– Liczymy, że uda nam się odnaleźć to drzewo na Małomicach, jeśli jeszcze istnieje – bratanica porucznika Edwarda T. Sconiersa, amerykańskiego żołnierza, który zginął w Lubinie w czasie II wojny światowej, liczy na pomoc lubinian w poszukiwaniu surmii.
Jeszcze w tym roku odbędzie się ekshumacja zwłok, które pochowane zostały pod surmią w parku na ulicy Parkowej, naprzeciwko izby wytrzeźwień. Amerykanie chcą sprawdzić, czy rzeczywiście leży tam porucznik ich armii Edward Sconiers. Z pracownikami Pentagonu, którzy poszukują i sprowadzają do kraju szczątki żołnierzy, którzy zginęli poza jego granicami, do Lubina przyjedzie też bratanica Sconiersa Pamela Whitelock. Chce ona odnaleźć drzewo, z którego pochodziła sadzonka surmii, którą zasadzono na grobie porucznika.

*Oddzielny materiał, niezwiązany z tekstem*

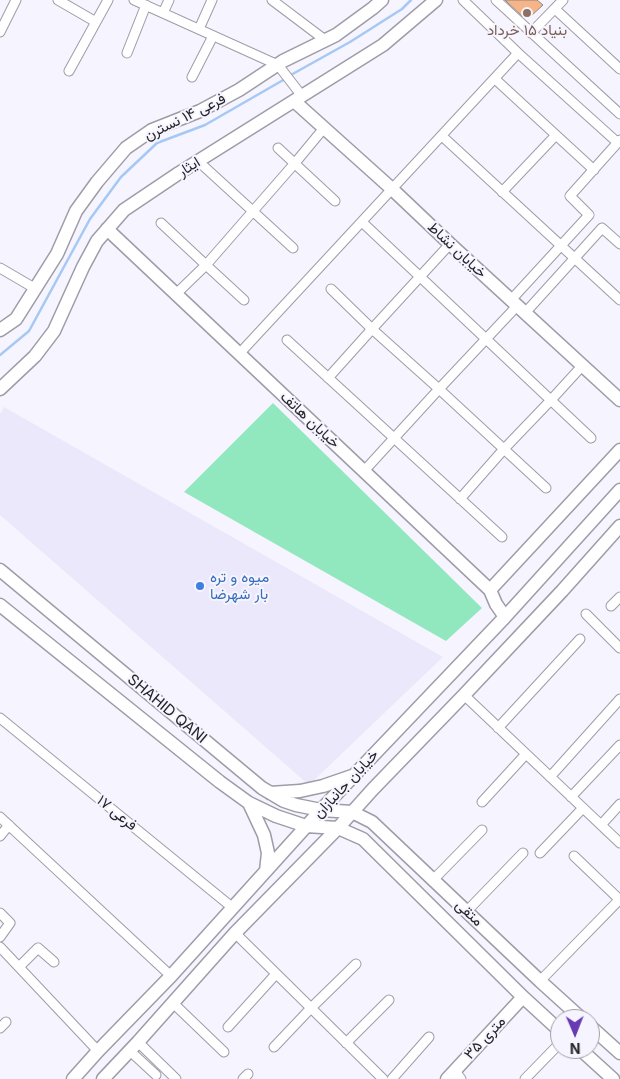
<!DOCTYPE html>
<html>
<head>
<meta charset="utf-8">
<style>
  body { margin:0 }
  #map { position:relative; width:620px; height:1079px; overflow:hidden; background:#f6f4fe; font-family:Inter,sans-serif }
  canvas { display:block }
  .north { position:absolute; left:550px; top:1009px; width:50px; height:50px; box-sizing:border-box; background:#f6f4fe; border:1px solid #a2a1a8; border-radius:50%; rotate:179deg; font-size:14px; font-weight:700; line-height:20px; text-align:center; color:#252428 }
  .north::after { content:''; display:block; margin:auto; width:18px; height:22px; background:#683bb3; clip-path:polygon(50% 0,100% 100%,50% 72%,0 100%) }
</style>
</head>
<body>
<div id="map">
<canvas width="620" height="1079"></canvas>
<div class="north">N</div>
</div>
<script>
const ctx = document.querySelector('canvas').getContext('2d');
ctx.lineJoin = 'round';
function fillPath(path, color) {
  ctx.fillStyle = color;
  ctx.fill(path, 'evenodd');
}
function toPath(rows) {
  const path = new Path2D();
  for (const r of rows) {
    path.moveTo(r[0], r[1]);
    for (let i = 2; i < r.length; i += 2) path.lineTo(r[i], r[i + 1]);
  }
  return path;
}
function trace(path, color, width, dash) {
  ctx.strokeStyle = color;
  ctx.lineWidth = width;
  ctx.lineCap = dash ? 'butt' : 'round';
  ctx.setLineDash(dash || []);
  ctx.stroke(path);
}
function drawText(font, color, halo, rows, align = 'center') {
  ctx.font = font + ' Inter,Vazirmatn,sans-serif';
  ctx.lineWidth = 4;
  ctx.setLineDash([]);
  ctx.textBaseline = 'middle';
  ctx.strokeStyle = halo;
  ctx.fillStyle = color;
  for (const [text, x, y, turn = 0] of rows) {
    ctx.save();
    ctx.translate(x, y);
    ctx.rotate((+turn || 0) * Math.PI / 180);
    ctx.textAlign = isNaN(turn) ? turn : align;
    if (halo) ctx.strokeText(text, 0, 0);
    ctx.fillText(text, 0, 0);
    ctx.restore();
  }
}
const built = toPath([
  [4,407,443,657,309,785,0,515,0,414]
]);
const green = toPath([
  [273,403,482,608,446,641,184,492]
]);
const stream = toPath([
  [289,76,350,42,402,9,411,0],
  [0,355,29,331,90,219,121,177,157,143,205,125,285,79]
]);
const building = toPath([
  [505,0,537,0,543,5,531,16,528,12,523,17,505,0]
]);
const street = toPath([
  [58,0,96,22],
  [134,0,278,65,302,96],
  [272,0,325,40],
  [463,0,518,53,618,143],
  [496,0,620,114],
  [555,9,620,69],
  [163,13,169,0],
  [199,29,212,0],
  [0,32,16,0],
  [531,33,563,0],
  [127,53,146,5],
  [69,71,108,0],
  [192,77,213,36],
  [495,79,594,170],
  [442,136,620,300],
  [278,148,335,201],
  [198,161,293,248],
  [502,192,556,135],
  [362,222,591,438],
  [161,223,206,265,244,300],
  [0,268,36,289],
  [331,289,372,329,439,389,546,488],
  [176,294,206,265,295,163,324,128],
  [511,300,589,215,570,196,620,140],
  [525,313,602,228,620,244],
  [287,340,502,537],
  [239,354,518,53],
  [328,378,372,329,450,244],
  [364,471,439,389,517,306],
  [460,499,504,449,551,400,582,366],
  [611,606,620,597],
  [586,614,620,648],
  [464,695,620,843],
  [0,718,233,908],
  [498,728,580,639],
  [550,777,620,699],
  [571,797,620,745],
  [482,802,526,754],
  [0,817,171,976],
  [601,825,620,804],
  [0,836,9,825],
  [540,853,583,808],
  [574,856,620,900],
  [433,880,482,830],
  [467,911,523,853],
  [0,913,10,923,0,937],
  [235,933,383,1079],
  [0,947,98,1051],
  [19,967,38,948,54,962],
  [540,981,620,899],
  [173,1003,224,1052],
  [228,1027,276,974],
  [0,1028,6,1022],
  [138,1042,176,1079],
  [346,1043,389,1000],
  [274,1047,311,1008,356,964],
  [130,1051,156,1075],
  [455,1071,461,1079],
  [243,1079,248,1074],
  [392,1079,429,1037],
  [525,1079,560,1043]
]);
const secondary = toPath([
  [294,101,392,189,450,244,620,400],
  [107,229,490,590,496,604,505,617],
  [0,330,16,319,57,254,76,211,97,182,126,148,152,130,200,111,239,90,283,61,336,35,373,8,382,0],
  [0,389,35,356,54,331,83,267,97,241,124,210,179,173,383,45,436,0],
  [0,570,262,788,284,801,296,805,321,810,352,812,372,822,540,981,582,1019],
  [490,590,620,450],
  [0,605,220,782,249,803,276,816,306,826,338,828,363,839,523,997,560,1031],
  [270,793,300,791,323,786,352,776],
  [249,803,264,835,268,853,266,871],
  [590,1026,620,1053],
  [580,1049,613,1079],
  [73,1079,98,1051,171,976,321,810,505,617,620,490],
  [103,1079,138,1042,235,933,338,828,373,789,464,695,562,591,620,526],
  [447,1079,523,997]
]);
const markers = [
  [527,13,5,"#8d6e63"],
  [200,586,5,"#3f7fe0"]
];
const educationNames = [
  ["بنیاد ۱۵ خرداد",527,30]
];
const streetNames = [
  ["فرعی ۱۴ نسترن",185,117,-26],
  ["ایثار",189,167,-32],
  ["خیابان نشاط",457,250,43],
  ["خیابان هاتف",310,420,43],
  ["SHAHID QANI",167,709,40],
  ["خیابان جانبازان",346,784,-47],
  ["فرعی ۱۷",117,813,39],
  ["متقی",469,913,43],
  ["۳۵ متری",485,1038,-47]
];
const shopNames = [
  ["میوه و تره",210,577],
  ["بار شهرضا",210,594]
];
fillPath(built, '#ece8fb');
fillPath(green, '#92e8be');
trace(stream, '#a5c9f4', 2.5);
fillPath(building, '#f6b588');
trace(building, '#90867f', 1);
trace(street, '#9e9ca7', 11);
trace(secondary, '#9e9ca7', 15);
trace(street, '#fff', 9);
trace(secondary, '#fff', 12);
for (const [x, y, r, color] of markers) {
  const dot = new Path2D();
  dot.arc(x, y, r, 0, 2 * Math.PI);
  ctx.fillStyle = color;
  ctx.fill(dot);
  trace(dot, '#f6f4fe', 2);
}
drawText('15px', '#785e54', '#f6f4fe', educationNames);
drawText('15px', '#252428', '#f6f4fe', streetNames);
drawText('15px', '#366cbe', '#f6f4fe', shopNames, 'left');
</script>
</body>
</html>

– Wiemy, że sadzonka jest z drzewa, które rosło na Małomicach. Chcemy je odnaleźć. Liczymy na pomoc lubinian. Może ktoś wie, gdzie rośnie to drzewo. Jest rzadko spotykane, więc łatwo je zauważyć. Ma charakterystyczne liście – mówi Stephen Marks, Amerykanin, który pracuje w Lubinie i zaangażował się, najpierw jako tłumacz, w pomoc rodzinie Sconiersa.
Jeśli ktoś wie, gdzie rośnie owo drzewo, może do nas napisać na adres: redakcja@pressmedial.pl.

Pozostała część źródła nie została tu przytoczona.